A parish meeting was called on March 7, 1915. John Matejoek, Sr., volunteered to raise funds for windows to be installed in the church. The large windows cost $23 each, and the smaller windows cost $20 each. The families of C. Zeman, Charles Novak and Mrs. Machart each donated one window. The following families donated two to each window: John Matejoek and Ad. Solbolk, Mrs. C. Ruzicka and James Seidal, Joseph and Anton Matejoek, Joseph and John Novak, J. H. Vorachek and F. Helt. Other families and individials donated one window each: Witasek Brothers, S. Rinde, Mayers Brothers, H. Altendorf, F. Tackman, J. Gerstner, A. Novak and The Bachelors. The tower window was donated by Dr. F. Weed and F. Trenda. 1
The St.
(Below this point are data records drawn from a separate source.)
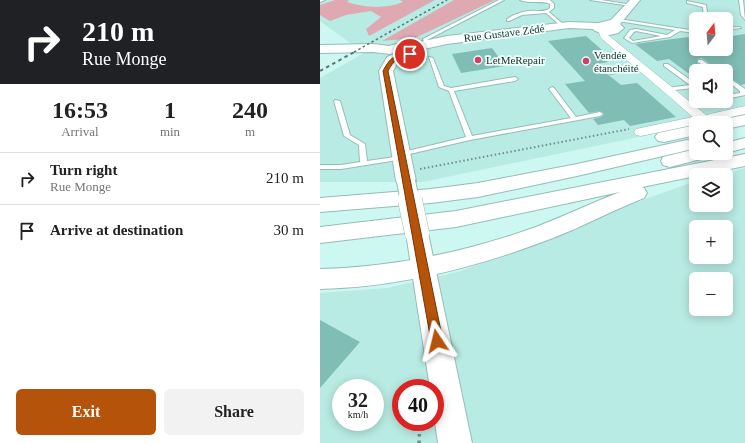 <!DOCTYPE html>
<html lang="en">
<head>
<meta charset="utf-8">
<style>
  body { margin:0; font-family:"Times New Roman",serif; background:#f2f2f2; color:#222; height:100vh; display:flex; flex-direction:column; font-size:15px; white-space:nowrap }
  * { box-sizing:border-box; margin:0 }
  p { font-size:13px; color:#767676 }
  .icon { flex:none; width:22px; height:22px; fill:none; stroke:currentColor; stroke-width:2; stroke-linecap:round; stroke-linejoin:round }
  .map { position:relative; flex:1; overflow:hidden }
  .sheet { display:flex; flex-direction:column; background:#fff; width:320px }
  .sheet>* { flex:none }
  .top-card { background:#202124; color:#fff; overflow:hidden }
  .needle { width:26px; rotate:16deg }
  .fabs { position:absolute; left:369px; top:12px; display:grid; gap:8px }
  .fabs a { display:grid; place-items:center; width:44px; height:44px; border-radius:6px; background:#fff; box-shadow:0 2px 10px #0003; font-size:20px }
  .speed { position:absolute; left:12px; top:379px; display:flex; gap:8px; font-size:20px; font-weight:700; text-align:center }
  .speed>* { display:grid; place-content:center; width:52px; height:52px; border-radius:50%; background:#fff; box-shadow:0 2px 10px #0003; line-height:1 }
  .speed small { font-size:10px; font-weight:400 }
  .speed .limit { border:6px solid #d22; background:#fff; color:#111 }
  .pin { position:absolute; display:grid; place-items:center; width:34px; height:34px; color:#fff; margin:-17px; border:2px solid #fff; border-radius:50%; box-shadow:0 1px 4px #0007 }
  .me { position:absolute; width:44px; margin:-22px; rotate:350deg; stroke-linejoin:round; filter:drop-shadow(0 0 3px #0008) }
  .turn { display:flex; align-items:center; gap:14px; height:84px; padding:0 16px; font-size:18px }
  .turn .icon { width:52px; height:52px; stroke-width:2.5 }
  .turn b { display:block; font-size:28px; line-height:34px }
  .eta { display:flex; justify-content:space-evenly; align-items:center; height:68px; text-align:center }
  .eta b { font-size:24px; font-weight:700; line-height:28px }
  .cta { display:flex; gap:8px; margin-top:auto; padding:8px 16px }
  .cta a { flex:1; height:46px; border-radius:6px; background:#b45309; color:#fff; font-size:16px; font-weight:700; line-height:46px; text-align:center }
  .cta a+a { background:#f2f2f2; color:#222 }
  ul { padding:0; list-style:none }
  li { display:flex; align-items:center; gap:12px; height:52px; padding:0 16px; border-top:1px solid #e0e0e0 }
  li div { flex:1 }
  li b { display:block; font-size:15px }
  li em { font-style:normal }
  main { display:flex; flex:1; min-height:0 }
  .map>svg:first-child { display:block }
  .built { fill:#b8ebe3; fill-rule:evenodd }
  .forest { fill:#dfa9b1 }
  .building { fill:#80bdb5 }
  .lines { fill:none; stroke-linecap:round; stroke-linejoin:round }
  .lane-casing { stroke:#94bdb6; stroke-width:2 }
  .street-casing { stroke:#94bdb6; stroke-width:1 }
  .secondary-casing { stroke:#94bdb6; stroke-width:2 }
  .highway-casing { stroke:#94bdb6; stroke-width:2 }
  .path-far1 { stroke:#718d8a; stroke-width:2; stroke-dasharray:1.5 2.5; stroke-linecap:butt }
  .path { stroke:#718d8a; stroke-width:3.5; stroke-dasharray:2.5 4; stroke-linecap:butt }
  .lane { fill:#fff; fill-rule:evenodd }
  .street { fill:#fff; fill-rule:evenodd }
  .secondary { fill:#fff; fill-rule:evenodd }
  .highway { fill:#fff; fill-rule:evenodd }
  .rail-far1 { stroke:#5a736f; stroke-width:1.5; stroke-dasharray:2.5 2.5; stroke-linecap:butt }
  .rail { stroke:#5a736f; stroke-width:2; stroke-dasharray:3.5 3.5; stroke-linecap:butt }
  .secondary-bridge-far1-casing { stroke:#94bdb6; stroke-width:20; stroke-linecap:butt }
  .secondary-bridge-casing { stroke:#94bdb6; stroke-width:25; stroke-linecap:butt }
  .secondary-bridge-far1 { stroke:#fff; stroke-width:18 }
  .secondary-bridge { stroke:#fff; stroke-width:24 }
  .route { fill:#b45309; stroke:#753606 }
  .poi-dot { fill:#cf4066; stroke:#eefffc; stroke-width:1.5 }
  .labels { text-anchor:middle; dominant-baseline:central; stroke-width:3.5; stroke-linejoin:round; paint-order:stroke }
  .far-street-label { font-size:11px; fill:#1d2d2b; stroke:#eefffc }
  .far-poi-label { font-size:11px; fill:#1d2d2b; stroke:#eefffc; text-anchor:start }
</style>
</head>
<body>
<main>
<section class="sheet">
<div class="top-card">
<div class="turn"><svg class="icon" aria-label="right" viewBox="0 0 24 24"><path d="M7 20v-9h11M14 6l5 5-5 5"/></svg><div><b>210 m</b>Rue Monge</div></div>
</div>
<div class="eta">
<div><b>16:53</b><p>Arrival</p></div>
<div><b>1</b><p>min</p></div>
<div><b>240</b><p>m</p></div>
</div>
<ul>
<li><svg class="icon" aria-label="right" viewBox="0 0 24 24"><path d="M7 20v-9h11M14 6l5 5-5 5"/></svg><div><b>Turn right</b><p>Rue Monge</p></div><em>210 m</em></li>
<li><svg class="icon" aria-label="arrive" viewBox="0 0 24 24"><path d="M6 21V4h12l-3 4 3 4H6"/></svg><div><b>Arrive at destination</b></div><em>30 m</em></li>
</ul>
<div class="cta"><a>Exit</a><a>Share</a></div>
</section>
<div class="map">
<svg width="425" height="443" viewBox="0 0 425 443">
  <rect width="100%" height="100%" fill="#cdf7f1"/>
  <path class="built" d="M0 0H425V115L384 123H376V125L103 182H0V78L44 53 0 21ZM376 19H406V49H376ZM376 71H406V101H376Z
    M425 168V443H0V293L67 288 141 271 303 207 376 181V205H406V175H399ZM376 227H406V257H376ZM376 279H406V309H376ZM21 388H55V422H21ZM81 388H115V422H81Z"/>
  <path class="forest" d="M15 0H29L27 2C44 8 66 9 83 2L80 0H115L49 36 46 29 61 17 51 11 26 15 10 21 0 15V5Z
    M134 0H175L95 38 62 41Z"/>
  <path class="building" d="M425 34V84L421 85 406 75V71H399L382 58 377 59V63L389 71H376V79L349 59 337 61 315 44 368 37 376 42V49H406V37Z
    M266 36 282 50 276 51 288 62 277 64 286 73 301 85 317 83 356 117 310 126 304 120 278 125 273 119 281 117 284 114 280 111 269 113 245 84 265 81 228 41Z
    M172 48 185 66 141 73 132 54Z
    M0 320 40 342 0 388Z"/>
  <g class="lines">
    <defs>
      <path id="lane" d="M0 0H5L0 2Z
        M179 0H184L107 40 109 45 105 44 103 39Z
        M200 0H230L234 4V8L229 12 244 25 241 26 226 13 202 15 189 21H187V19C193 15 200 12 208 11 216 10 224 13 230 8V4C223 0 209 4 200 0Z
        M270 0H281L313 5 311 6Z
        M419 0H423L425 20 421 15Z
        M367 1 386 5 388 19H384L383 7 367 3Z
        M299 19 376 31V33L360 31 350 37 312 43 304 38 310 30 316 29 347 35 355 30 298 21ZM316 31 341 36 313 41 309 38 314 32Z
        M420 27 421 28 406 30V28Z
        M109 57 113 58 124 86 131 88 195 77 198 79 195 81 134 91 152 136 251 118 229 89 232 87 234 88 256 117 280 112 283 114 280 116 150 140 81 156 79 155V153L146 137 129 91 119 87Z
        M378 60H382L398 71H392L378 62Z
        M344 64H348L376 84V89L374 88 345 91 344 90 347 88 370 85 344 66Z
        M320 66 322 67V68L290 74 287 72Z
        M406 76 425 89V95L406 99V95L420 93V91L406 80Z
        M15 100 20 101 30 135 45 144 47 161 82 156 85 158 84 159 21 169H0V165H21L40 162 39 145 24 136 14 101Z"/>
      <path id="street" d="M283 27 286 28 288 35 386 115 425 106V114L321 136 316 135 314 132 316 129 373 117 281 38 278 30Z"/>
      <path id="secondary" d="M310 0H320L300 24 304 28 298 33 289 35 275 31 273 29 249 28 127 44 90 52 81 51 70 54 53 52 0 53V45L53 44 69 46 80 43 90 44 127 36 249 22 278 23 291 20Z
        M76 53 81 54 83 57 78 62 73 71 96 181 93 185 86 187 79 185 76 181 59 71 67 57Z
        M97 225 105 227 108 233 152 443H118L115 422V388H110L86 233 89 227Z"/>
      <path id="highway" d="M425 115V125L406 129V123H398L400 120Z
        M376 125V135L344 142 338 141 335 137 338 133Z
        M425 138V148L406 153H404H406V143Z
        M367 140 373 141 376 145 373 149 257 176 158 197 111 203 0 212V198L111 189 158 183 257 164Z
        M376 149V153H392L389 157 350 167 343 165 341 161 343 157Z
        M425 154V166L322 187 324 188 327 193 324 198C293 210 264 226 233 238 158 267 81 287 0 289V269C75 267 146 252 216 227 244 216 272 203 300 192L136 227 0 243V227L136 211Z"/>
    </defs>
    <use href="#lane" class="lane-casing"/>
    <use href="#street" class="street-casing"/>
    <use href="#secondary" class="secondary-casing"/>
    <use href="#highway" class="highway-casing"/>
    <path class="path-far1" d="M100 169 309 129"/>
    <path class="path" d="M99 443 100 422"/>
    <use href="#lane" class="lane"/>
    <use href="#street" class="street"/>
    <use href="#secondary" class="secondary"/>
    <use href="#highway" class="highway"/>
    <path class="rail-far1" d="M34 52 127 0"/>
    <path class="rail" d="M0 71 36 51"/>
    <defs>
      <path id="secondary-bridge-far1" d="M86 181 90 201"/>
      <path id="secondary-bridge" d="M90 200 97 233"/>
    </defs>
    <use href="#secondary-bridge-far1" class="secondary-bridge-far1-casing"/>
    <use href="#secondary-bridge" class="secondary-bridge-casing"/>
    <use href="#secondary-bridge-far1" class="secondary-bridge-far1"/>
    <use href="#secondary-bridge" class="secondary-bridge"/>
  </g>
  <path class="route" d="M90 52 93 54 92 55C78 58 76 57 68 71L123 341 121 345 117 346 113 345 111 341 63 71C71 56 74 56 90 52Z"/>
  <g class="poi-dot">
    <circle cx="158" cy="60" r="4"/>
    <circle cx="266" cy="61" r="4"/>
  </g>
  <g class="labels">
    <g class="far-street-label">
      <text transform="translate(184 33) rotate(-7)">Rue Gustave Zédé</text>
    </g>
    <g class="far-poi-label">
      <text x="274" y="55">Vendée<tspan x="274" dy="13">étanchéité</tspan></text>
      <text x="166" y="60">LetMeRepair</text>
    </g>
  </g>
</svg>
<div class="fabs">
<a><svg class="needle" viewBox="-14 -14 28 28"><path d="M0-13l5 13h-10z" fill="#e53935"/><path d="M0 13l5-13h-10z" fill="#767676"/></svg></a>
<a><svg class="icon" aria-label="sound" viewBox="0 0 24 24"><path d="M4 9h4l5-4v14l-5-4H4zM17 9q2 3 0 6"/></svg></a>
<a><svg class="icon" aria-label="search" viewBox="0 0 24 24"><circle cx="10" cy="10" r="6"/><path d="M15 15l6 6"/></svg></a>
<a><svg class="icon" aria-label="layers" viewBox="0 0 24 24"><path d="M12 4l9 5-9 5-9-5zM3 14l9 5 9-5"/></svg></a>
<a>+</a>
<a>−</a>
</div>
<div class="speed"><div>32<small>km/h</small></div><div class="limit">40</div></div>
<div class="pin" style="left:90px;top:54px;background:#d93025"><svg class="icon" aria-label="arrive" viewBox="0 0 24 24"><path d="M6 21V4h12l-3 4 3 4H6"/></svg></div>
<svg class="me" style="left:117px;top:341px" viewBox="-20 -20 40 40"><path d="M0-17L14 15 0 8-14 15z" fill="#b45309" stroke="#fff" stroke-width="4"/></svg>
</div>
</main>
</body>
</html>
Joseph’s Catholic Church building was utilized until 1967. Due to the prohibitive cost of updating the original building it was decided to build a new church. Leo Bosh bought the original building for one dollar and donated the cost of moving the building to an empty pasture where it stood for many years. In the following years Leo Bosh held an auction and items from the church, including these windows, were sold. After the items were removed the building was burned. Construction of present-day St. Joseph’s Catholic church was started in October of 1957 and was completed in January of 1968.2
John Matejoek was the first postmaster in Lankin and a prominent citizen of that city. Joseph and Anton Matejoek were John’s brothers. The present day spelling of their surname is “Matejcek.” Ad. Solbolk was a grain buyer for the local elevator. The present-day spelling of his surname is “Sobolik.”
Souvenir of the Golden Jubilee of SS Peter and Paul Parish, with the History of St. Joseph’s Parish, and the New Mission of St. Catherine. (n.d.)
“Walsh Heriatage”, Vol. 4, pg 966 and pg 1543 (1981).